The Cutting Room by Mary Watson #35_2015

The Cutting Room

Lucinda is not doing well. Her husband, Amir, has disappeared again, without a word. He has been gone for seven weeks, having only been back from his previous disappearance for six months. Their Cape Town home resonates with the “exaggerated empty of recent absence, the nagging hurt of an amputated limb”. While she is dragging herself through her days, she receives a phone call from Thomas the Grey, an old friend who makes movies. He has come across a house on the outskirts of Heuwelhoek and wants to “make a film about the belief that a house is haunted, if not by an actual ghost, then by superstition and a history of unfortunate events”. He asks Lucinda to accompany him for a weekend to ‘find ghosts’.

In trying to make sense of Amir’s disappearance, Lucinda reflects on their relationship, how they met and the way they interacted. He had a girlfriend, Gabby, when they met and now she cannot help but think that their relationship was founded on the tears of others. Gabby continues to hang around but there is a disturbing incident at Princessvlei that changes things. Lucinda thinks about her childhood disrupted by the affair her mother, Rose, had with Uncle Basil. Uncle Basil was married to Dolores and see-sawed between the two homes on the Cape Flats.

Which is the cutting room?

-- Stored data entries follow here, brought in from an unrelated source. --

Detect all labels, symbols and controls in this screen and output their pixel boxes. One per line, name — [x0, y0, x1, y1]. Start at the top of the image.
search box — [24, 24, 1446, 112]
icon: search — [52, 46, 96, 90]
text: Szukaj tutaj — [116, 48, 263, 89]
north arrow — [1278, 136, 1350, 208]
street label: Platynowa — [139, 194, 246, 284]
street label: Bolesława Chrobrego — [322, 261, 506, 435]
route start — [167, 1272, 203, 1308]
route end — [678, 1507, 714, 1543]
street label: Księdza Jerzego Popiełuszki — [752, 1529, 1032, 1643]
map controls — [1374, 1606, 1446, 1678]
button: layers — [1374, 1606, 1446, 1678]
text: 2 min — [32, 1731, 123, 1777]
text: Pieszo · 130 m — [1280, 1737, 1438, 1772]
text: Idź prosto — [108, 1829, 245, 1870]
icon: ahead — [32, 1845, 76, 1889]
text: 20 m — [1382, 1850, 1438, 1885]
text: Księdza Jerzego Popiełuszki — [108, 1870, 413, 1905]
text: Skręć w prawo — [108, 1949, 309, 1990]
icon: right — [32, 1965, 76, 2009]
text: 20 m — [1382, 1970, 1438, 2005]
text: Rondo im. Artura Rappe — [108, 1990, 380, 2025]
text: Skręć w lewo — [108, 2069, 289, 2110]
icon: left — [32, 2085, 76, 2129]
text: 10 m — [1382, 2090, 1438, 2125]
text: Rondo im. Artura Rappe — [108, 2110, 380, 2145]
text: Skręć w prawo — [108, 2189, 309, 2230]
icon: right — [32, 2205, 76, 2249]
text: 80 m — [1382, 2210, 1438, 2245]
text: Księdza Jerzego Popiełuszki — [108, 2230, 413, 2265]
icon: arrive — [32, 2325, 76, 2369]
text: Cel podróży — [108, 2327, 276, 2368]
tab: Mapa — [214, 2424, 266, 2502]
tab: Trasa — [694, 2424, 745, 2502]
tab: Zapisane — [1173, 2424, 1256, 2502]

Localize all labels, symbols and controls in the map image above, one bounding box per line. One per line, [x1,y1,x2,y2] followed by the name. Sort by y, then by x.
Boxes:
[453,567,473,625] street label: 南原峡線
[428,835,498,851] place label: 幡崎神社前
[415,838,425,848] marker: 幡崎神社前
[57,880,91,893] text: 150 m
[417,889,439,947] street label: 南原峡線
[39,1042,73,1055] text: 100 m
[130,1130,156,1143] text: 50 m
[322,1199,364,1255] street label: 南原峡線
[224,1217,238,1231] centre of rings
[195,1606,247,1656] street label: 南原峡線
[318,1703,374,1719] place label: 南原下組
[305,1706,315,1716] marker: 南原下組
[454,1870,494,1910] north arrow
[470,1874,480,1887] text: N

The place where Lucinda, as film editor, manipulates content into shape or the bedroom in her home where she is attacked by a masked man with a knife? This attack affects her deeply even though she is not badly hurt. Or is it the room in the Heuwelhoek house where Jeremy is murdered in 1933? All these aspects are explored in the novel and the different strands add layers of richness.

The Heuwelhoek house story is complex; different incidents over the years seem to replay as if each group of inhabitants inherit the trauma of the past and unconsciously twist it to fit their own lives. An old man in the nearby village would rather these stories are not unearthed while BEE developers are considering developing the land. Parallel to this there are some strange and sinister incidents, such as Wayne who becomes obsessed with her and Isobel, her niece, who behaves badly at a birthday party. Every chapter ends with an excerpt from a newspaper, reporting on different crimes or aberrant behaviour. This punctuates and re-inforces the underlying sense of menace.

In between visits to Heuwelhoek, Lucinda tries to overcome the fear she has felt since the attack. Friends invite her over but she hates being a pity guest; still they persuade her and she begins to find out more about Amir’s recent strange interests. She thinks about their visit to the bush and slowly the pieces start falling into place.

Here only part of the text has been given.